A análise de dados em Educação não é algo de novo e vai tão atrás quanto o final do século XIX e desde então por via cada vez maior atenção dada aos seus resultados tem entrado regularmente no nosso dia a dia – veja-se o impacto dos estudos internacionais, donde o PISA será dos mais conhecidos.
O que será relativamente novo, já deste século, é a quantidade de dados a que se passou a ter acesso por via da generalização do uso dos sistemas informáticos e da sucessiva sofisticação da nossa capacidade da sua análise, de que a entrada em cena da Inteligência Artificial veio provocar uma explosiva progressão em complexidade.
Mas de tudo isto o que resta para os docentes que procuram não perder estes desenvolvimentos e desejam obter mais informação dos dados gerados pelas plataformas informáticas que utilizam com os seus alunos com o propósito de melhorarem os respetivos resultados?

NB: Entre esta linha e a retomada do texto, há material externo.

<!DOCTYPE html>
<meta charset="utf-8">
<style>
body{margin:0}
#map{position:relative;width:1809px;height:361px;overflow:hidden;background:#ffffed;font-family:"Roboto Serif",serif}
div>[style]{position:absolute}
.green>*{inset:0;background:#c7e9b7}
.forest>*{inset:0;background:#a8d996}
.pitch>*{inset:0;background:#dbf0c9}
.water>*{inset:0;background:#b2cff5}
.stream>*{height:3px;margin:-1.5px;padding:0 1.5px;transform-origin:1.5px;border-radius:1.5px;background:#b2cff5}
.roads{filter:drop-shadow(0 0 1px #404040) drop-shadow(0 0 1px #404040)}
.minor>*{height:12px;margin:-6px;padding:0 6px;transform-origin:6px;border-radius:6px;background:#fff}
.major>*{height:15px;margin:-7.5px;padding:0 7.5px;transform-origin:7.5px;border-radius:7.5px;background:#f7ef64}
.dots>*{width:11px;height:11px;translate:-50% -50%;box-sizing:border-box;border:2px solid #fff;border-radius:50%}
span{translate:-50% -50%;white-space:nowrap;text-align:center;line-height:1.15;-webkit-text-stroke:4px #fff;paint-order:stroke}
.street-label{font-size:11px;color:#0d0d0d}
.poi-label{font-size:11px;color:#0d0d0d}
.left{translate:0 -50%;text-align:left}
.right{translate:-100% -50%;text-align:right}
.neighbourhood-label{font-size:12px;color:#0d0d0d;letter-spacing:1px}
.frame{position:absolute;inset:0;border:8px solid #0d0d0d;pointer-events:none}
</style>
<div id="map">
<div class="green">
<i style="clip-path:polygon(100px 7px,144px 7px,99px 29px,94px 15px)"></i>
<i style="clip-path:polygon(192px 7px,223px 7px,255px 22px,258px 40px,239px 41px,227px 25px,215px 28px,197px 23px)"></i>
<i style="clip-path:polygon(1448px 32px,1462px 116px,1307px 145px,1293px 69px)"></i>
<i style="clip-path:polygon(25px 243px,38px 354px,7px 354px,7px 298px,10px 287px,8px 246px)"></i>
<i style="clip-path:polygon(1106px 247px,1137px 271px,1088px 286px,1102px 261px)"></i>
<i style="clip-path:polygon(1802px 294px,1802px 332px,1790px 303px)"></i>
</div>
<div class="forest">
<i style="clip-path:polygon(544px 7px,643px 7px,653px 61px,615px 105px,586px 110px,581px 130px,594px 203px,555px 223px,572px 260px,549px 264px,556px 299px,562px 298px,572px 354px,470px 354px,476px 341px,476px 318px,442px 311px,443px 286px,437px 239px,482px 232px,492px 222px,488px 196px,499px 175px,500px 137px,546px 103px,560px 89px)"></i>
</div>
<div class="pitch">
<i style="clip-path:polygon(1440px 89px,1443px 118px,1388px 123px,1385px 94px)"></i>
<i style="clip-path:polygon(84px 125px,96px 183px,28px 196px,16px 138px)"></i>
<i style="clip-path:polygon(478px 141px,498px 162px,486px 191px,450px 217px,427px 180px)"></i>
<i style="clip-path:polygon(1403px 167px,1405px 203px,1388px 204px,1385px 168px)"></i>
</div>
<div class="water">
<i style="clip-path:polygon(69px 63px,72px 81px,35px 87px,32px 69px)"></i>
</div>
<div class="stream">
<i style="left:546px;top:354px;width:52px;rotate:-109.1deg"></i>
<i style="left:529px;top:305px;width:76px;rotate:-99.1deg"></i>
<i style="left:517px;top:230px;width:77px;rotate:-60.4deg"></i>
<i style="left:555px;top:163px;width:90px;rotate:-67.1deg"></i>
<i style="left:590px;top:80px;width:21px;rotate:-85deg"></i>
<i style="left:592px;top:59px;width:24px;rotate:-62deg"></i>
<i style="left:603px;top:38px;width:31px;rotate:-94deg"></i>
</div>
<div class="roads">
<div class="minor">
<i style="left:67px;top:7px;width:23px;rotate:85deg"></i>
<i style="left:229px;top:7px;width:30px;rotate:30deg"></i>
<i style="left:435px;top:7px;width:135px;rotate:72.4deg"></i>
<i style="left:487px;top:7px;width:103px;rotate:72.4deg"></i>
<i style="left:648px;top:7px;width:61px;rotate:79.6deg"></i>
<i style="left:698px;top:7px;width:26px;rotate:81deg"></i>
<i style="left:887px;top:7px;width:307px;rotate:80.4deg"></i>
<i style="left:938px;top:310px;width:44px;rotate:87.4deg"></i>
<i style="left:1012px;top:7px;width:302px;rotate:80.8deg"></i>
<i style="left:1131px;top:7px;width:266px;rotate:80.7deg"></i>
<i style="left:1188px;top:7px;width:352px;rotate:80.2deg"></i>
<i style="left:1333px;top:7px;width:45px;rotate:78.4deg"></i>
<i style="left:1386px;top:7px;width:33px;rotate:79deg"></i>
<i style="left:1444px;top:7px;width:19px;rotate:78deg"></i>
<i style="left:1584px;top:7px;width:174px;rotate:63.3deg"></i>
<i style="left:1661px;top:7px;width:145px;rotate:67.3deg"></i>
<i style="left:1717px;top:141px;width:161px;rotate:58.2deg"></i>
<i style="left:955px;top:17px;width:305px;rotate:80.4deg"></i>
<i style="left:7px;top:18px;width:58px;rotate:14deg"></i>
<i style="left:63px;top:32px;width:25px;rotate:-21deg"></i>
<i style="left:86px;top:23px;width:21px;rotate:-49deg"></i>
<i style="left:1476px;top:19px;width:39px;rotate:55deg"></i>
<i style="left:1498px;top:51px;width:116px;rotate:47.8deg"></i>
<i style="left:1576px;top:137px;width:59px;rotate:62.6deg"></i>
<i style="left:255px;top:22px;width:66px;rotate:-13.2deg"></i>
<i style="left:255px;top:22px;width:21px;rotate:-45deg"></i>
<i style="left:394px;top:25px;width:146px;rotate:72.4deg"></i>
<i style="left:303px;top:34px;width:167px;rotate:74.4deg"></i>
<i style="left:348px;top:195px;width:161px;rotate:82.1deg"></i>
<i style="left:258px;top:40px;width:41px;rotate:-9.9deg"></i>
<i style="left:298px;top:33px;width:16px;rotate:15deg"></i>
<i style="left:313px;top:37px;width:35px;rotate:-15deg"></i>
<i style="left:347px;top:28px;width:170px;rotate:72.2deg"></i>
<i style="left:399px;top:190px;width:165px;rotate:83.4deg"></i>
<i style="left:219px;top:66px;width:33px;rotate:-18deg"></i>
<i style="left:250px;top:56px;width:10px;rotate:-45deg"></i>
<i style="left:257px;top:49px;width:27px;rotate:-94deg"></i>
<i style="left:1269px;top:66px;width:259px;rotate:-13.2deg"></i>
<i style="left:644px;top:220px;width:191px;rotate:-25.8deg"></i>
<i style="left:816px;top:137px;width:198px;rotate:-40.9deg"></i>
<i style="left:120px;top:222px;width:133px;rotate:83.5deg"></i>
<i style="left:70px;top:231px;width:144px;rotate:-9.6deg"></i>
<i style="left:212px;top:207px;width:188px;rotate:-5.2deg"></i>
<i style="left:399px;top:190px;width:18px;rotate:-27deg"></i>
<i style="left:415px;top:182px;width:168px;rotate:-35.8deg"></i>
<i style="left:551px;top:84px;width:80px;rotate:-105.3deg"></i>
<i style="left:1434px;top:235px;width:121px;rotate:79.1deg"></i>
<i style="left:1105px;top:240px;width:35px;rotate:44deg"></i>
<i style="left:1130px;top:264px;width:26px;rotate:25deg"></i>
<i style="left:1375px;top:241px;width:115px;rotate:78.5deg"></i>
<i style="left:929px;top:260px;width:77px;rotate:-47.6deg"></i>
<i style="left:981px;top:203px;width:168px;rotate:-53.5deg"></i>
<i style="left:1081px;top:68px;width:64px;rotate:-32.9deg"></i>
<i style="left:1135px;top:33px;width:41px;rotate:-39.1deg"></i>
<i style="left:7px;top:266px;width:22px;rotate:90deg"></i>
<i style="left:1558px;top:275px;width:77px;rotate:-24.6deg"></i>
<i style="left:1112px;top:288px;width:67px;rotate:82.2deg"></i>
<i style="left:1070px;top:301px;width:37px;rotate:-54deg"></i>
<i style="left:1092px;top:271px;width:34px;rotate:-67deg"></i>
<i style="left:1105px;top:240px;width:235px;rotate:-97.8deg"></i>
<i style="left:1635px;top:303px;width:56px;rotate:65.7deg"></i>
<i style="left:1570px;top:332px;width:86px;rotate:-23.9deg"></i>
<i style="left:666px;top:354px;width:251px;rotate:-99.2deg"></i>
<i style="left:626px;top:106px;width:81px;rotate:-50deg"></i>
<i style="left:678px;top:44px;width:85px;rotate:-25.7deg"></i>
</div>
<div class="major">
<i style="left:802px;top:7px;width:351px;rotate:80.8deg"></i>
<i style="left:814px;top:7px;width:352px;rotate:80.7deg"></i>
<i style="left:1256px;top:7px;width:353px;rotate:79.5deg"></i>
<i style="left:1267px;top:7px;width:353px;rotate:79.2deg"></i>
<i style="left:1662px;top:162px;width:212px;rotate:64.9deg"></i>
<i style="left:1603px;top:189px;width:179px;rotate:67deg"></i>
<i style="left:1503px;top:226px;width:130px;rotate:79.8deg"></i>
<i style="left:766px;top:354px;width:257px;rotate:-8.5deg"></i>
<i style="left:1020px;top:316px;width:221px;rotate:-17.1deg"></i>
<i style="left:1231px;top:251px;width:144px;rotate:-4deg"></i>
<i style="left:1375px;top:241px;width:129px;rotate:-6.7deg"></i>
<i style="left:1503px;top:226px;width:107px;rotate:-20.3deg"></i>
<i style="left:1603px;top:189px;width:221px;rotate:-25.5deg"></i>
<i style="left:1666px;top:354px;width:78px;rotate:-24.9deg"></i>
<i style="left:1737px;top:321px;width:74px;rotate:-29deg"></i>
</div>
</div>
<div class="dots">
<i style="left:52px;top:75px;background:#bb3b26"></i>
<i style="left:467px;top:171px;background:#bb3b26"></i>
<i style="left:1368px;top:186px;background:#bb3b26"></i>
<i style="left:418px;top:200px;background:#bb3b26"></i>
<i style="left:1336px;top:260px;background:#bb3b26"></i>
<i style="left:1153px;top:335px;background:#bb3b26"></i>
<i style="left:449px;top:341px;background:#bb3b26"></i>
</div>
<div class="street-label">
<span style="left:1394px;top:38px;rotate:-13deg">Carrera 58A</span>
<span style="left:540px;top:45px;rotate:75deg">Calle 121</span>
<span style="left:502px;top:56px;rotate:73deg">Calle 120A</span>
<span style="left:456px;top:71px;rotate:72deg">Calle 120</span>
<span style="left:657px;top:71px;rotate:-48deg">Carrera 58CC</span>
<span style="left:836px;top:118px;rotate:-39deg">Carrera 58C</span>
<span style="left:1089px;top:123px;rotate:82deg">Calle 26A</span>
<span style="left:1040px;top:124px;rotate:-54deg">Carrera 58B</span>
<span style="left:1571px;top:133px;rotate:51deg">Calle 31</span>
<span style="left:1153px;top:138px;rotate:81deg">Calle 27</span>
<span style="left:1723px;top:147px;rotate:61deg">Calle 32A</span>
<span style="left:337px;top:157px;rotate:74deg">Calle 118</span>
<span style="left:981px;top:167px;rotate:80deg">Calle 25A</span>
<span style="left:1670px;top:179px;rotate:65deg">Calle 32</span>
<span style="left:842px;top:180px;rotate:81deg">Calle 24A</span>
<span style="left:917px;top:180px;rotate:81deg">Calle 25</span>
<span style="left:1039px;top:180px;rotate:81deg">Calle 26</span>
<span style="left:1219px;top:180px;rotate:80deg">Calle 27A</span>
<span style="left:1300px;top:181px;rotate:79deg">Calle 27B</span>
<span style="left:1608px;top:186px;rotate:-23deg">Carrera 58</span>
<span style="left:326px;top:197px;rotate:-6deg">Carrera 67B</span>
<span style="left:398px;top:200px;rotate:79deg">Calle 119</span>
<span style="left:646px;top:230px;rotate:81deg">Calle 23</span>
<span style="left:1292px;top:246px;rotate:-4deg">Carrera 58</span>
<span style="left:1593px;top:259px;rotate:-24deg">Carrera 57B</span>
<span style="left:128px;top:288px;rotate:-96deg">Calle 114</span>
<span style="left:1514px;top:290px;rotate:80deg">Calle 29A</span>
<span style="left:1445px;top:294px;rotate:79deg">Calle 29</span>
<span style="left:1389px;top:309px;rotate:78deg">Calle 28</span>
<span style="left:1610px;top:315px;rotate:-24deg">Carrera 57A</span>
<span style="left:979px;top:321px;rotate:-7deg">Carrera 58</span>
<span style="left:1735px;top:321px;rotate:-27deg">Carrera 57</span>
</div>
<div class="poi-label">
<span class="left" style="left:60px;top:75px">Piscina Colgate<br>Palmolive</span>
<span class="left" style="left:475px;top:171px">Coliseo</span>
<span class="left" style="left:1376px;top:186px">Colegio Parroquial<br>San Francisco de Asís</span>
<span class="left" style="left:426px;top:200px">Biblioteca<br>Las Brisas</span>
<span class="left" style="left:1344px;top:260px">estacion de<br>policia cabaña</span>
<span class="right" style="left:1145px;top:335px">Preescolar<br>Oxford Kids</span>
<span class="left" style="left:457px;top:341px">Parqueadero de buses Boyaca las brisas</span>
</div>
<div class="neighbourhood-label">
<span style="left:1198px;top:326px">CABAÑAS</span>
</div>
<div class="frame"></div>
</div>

Procurar-se-á nesta breve apresentação focar na plataforma MOODLE a título de exemplo, dando nota dos dados disponíveis para os seus utilizadores refletirem sobre o seu uso e algumas das aplicações concretas dos mesmos. Não se deixará de sublinhar as questões de falibilidade desses dados e dos limites que importa deontologicamente estabelecer para um uso humanizado da tecnologia digital. Espera-se assim contribuir para o enriquecimento deste painel com dados práticos que ajudem a uma reflexão que se quer urgente sobre os limites e potencialidades da análise de dados, a partir de exemplos relativos aos ambientes de ensino e aprendizagem enriquecidos digitalmente.
Neuza Pedro
Professora Auxiliar com Agregação do Instituto de Educação da Universidade de Lisboa. Doutorada em Educação na especialidade Tecnologias de Informação e Comunicação na Educação. Possui Formação posgraduada em E-teaching pela Universidade de Agder-Noruega e em Online Assessment pela Universidade de Wisconsin-Stout nos Estados Unidos. Obteve Agregação pela Universidade de Lisboa na área da Educação a distância no Ensino Superior. Assume a coordenação do Doutoramento e do Mestrado em Educação e Tecnologias digitais do Instituto de Educação da Universidade de Lisboa, sendo igualmente membro da comissão diretiva do Programa Doutoral TELSC (Technology-enhanced Learning & societal challenges). Criou e assumiu a coordenação, entre 2010 e 2019, do Laboratório de e-Learning da Universidade de Lisboa.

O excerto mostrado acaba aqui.